● WHAT THE TASK REQUIRES: Count the lines below that contain the word "butt" and give only the number.

● INPUT RECORDS:

***

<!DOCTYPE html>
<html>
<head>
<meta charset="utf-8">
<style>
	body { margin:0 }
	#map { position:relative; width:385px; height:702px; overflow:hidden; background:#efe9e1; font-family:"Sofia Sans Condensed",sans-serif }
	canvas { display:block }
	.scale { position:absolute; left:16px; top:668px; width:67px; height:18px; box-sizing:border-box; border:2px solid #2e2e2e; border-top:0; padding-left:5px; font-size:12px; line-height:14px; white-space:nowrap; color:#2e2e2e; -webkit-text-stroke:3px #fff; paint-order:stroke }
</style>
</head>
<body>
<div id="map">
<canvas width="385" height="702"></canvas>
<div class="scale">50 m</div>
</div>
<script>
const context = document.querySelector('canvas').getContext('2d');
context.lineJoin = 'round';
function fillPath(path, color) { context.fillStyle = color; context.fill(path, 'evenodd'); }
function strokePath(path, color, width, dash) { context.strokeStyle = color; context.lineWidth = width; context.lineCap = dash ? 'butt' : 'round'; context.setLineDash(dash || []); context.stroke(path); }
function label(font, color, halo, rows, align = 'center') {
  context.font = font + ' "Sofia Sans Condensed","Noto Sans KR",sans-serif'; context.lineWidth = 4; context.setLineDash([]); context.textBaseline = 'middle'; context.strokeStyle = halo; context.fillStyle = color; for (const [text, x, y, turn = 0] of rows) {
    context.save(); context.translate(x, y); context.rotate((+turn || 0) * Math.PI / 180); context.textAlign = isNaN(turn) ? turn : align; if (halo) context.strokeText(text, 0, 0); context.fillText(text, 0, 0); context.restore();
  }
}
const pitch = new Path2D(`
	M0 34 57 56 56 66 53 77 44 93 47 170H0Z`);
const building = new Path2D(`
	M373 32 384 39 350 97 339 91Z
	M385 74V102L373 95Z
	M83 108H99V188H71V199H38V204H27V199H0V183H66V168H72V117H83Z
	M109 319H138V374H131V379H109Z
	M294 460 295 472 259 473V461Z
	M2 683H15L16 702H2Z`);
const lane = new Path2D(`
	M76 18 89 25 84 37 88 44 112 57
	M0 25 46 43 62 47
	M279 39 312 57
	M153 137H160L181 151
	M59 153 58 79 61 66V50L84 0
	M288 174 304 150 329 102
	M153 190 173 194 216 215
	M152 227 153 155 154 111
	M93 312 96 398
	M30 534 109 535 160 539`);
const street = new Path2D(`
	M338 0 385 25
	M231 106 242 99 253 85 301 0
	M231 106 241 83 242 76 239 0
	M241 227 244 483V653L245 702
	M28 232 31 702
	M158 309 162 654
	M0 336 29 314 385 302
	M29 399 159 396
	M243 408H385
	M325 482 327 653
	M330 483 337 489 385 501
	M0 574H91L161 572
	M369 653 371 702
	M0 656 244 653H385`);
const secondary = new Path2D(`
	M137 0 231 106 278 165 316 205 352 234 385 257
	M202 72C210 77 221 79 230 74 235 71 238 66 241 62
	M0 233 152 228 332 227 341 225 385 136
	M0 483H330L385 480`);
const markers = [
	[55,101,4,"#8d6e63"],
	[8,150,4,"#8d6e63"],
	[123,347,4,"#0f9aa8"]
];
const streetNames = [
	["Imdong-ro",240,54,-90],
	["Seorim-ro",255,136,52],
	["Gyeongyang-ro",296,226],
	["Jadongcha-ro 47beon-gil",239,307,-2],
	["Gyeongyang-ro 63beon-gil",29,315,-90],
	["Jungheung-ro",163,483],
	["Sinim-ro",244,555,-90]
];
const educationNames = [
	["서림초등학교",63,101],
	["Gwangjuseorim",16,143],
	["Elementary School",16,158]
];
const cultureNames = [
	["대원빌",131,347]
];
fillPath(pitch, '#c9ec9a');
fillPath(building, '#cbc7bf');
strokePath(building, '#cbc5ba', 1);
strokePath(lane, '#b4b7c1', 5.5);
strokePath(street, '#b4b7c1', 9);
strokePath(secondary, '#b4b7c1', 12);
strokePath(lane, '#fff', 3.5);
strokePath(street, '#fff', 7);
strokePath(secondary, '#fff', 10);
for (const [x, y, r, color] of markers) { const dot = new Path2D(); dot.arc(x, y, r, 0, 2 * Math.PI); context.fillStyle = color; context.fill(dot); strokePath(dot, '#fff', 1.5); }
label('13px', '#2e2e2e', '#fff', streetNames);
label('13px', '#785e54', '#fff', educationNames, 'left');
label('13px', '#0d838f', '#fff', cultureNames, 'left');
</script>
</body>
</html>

***

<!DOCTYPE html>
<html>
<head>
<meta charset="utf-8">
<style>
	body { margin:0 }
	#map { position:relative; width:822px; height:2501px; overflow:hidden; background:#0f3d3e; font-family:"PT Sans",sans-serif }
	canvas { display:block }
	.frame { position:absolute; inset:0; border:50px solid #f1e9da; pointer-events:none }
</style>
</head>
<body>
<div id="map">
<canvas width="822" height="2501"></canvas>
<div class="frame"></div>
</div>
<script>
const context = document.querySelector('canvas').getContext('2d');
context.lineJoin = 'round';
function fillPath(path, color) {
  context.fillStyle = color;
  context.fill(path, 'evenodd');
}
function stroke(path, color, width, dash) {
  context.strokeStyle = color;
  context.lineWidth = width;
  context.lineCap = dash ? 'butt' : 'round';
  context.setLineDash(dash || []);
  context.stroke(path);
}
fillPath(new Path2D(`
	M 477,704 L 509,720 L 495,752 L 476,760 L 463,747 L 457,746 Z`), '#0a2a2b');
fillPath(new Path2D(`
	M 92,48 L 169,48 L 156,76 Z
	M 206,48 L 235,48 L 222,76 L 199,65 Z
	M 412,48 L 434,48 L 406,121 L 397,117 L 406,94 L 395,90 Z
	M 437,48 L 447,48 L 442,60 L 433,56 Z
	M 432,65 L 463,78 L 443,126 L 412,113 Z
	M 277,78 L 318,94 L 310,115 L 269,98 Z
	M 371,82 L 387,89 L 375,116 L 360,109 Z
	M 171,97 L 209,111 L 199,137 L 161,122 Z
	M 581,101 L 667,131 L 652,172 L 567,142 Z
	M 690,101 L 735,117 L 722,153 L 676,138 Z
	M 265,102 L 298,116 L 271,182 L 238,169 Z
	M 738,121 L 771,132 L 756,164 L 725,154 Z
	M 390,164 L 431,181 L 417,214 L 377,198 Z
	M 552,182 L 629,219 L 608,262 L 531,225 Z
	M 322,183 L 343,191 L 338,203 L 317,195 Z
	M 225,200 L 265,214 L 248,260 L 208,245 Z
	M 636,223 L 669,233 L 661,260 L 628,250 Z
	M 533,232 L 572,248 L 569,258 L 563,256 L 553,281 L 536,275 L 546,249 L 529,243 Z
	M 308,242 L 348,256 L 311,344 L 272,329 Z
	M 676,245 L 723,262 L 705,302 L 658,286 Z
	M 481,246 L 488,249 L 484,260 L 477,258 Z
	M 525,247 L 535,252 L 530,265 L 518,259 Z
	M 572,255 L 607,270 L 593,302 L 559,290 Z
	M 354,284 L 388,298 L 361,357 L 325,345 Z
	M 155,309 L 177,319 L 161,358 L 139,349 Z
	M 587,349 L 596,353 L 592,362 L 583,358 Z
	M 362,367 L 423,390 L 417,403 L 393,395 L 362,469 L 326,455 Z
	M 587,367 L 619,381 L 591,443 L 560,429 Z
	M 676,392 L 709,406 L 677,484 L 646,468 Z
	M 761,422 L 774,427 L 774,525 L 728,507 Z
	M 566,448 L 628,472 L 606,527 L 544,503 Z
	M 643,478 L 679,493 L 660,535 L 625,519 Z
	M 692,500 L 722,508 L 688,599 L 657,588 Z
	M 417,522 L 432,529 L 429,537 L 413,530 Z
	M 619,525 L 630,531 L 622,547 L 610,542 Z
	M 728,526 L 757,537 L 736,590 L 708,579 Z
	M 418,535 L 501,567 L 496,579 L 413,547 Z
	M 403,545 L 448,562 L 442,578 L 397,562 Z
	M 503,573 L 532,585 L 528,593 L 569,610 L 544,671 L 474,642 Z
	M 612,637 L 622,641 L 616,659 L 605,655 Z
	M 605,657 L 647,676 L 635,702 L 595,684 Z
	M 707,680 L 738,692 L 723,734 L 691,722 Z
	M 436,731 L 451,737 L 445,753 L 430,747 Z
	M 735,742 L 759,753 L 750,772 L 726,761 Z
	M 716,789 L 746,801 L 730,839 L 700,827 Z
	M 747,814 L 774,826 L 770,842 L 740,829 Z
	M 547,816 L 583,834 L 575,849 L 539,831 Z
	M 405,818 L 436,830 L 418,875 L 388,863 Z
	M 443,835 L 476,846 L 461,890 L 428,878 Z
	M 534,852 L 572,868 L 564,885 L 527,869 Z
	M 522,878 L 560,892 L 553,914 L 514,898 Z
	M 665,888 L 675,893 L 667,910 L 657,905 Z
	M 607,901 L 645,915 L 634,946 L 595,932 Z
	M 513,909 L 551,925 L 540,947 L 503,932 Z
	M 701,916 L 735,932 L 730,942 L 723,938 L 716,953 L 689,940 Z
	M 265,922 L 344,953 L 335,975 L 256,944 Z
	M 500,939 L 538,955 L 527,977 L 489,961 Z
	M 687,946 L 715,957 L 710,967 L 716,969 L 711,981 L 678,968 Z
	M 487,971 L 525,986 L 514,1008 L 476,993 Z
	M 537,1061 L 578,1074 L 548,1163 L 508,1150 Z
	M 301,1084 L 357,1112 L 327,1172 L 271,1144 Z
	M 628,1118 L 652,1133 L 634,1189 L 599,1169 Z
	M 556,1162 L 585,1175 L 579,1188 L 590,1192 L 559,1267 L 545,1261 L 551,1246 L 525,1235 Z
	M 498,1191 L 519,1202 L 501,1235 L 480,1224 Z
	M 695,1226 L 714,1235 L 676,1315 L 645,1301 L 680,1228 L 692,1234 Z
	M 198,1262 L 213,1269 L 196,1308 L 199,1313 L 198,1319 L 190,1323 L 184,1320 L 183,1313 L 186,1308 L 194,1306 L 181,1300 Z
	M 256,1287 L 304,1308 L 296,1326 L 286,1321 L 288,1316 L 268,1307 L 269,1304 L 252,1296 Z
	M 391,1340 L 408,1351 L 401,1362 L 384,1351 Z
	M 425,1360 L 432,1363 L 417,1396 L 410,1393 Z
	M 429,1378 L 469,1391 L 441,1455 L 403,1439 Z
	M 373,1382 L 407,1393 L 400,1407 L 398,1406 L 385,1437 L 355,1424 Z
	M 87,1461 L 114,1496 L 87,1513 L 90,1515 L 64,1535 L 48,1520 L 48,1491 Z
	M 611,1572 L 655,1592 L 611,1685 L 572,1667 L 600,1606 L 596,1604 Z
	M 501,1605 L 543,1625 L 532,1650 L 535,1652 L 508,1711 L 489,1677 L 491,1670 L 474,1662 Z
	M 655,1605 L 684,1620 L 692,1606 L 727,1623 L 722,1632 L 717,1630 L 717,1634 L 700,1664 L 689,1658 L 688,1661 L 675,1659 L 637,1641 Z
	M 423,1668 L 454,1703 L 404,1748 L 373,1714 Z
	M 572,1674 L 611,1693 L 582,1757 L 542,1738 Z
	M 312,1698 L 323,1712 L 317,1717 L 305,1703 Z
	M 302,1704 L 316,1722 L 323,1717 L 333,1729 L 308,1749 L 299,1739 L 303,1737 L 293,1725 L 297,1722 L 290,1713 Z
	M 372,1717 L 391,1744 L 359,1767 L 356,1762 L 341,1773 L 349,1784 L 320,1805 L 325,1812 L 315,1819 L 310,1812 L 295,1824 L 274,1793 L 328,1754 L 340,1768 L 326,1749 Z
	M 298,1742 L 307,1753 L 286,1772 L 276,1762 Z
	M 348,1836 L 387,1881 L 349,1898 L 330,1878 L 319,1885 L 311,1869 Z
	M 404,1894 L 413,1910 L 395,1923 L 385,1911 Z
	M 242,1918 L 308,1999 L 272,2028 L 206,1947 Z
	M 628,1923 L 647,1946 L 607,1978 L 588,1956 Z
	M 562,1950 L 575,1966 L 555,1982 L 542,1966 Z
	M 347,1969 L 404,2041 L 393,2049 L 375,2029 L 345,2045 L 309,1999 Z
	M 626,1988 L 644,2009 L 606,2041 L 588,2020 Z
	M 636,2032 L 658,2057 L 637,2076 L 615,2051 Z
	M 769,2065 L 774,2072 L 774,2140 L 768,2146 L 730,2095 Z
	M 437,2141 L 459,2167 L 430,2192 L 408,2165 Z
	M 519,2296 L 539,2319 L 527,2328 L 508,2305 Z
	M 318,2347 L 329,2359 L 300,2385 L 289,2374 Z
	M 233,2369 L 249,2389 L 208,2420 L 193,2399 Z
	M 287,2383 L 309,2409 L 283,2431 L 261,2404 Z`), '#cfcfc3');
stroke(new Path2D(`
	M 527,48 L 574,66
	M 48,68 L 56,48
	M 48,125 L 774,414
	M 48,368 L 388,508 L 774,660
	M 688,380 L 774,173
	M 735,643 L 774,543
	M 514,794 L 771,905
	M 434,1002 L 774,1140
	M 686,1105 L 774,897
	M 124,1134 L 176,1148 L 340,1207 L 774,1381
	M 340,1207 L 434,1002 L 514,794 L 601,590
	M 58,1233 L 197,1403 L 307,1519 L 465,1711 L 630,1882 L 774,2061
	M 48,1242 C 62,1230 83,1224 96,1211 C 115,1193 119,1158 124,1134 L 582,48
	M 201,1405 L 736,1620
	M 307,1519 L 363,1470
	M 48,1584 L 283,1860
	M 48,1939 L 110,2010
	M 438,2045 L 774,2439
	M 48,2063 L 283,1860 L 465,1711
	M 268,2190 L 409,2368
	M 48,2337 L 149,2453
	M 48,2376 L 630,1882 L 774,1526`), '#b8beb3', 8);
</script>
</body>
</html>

***

● EXERCISE OUTPUT: 2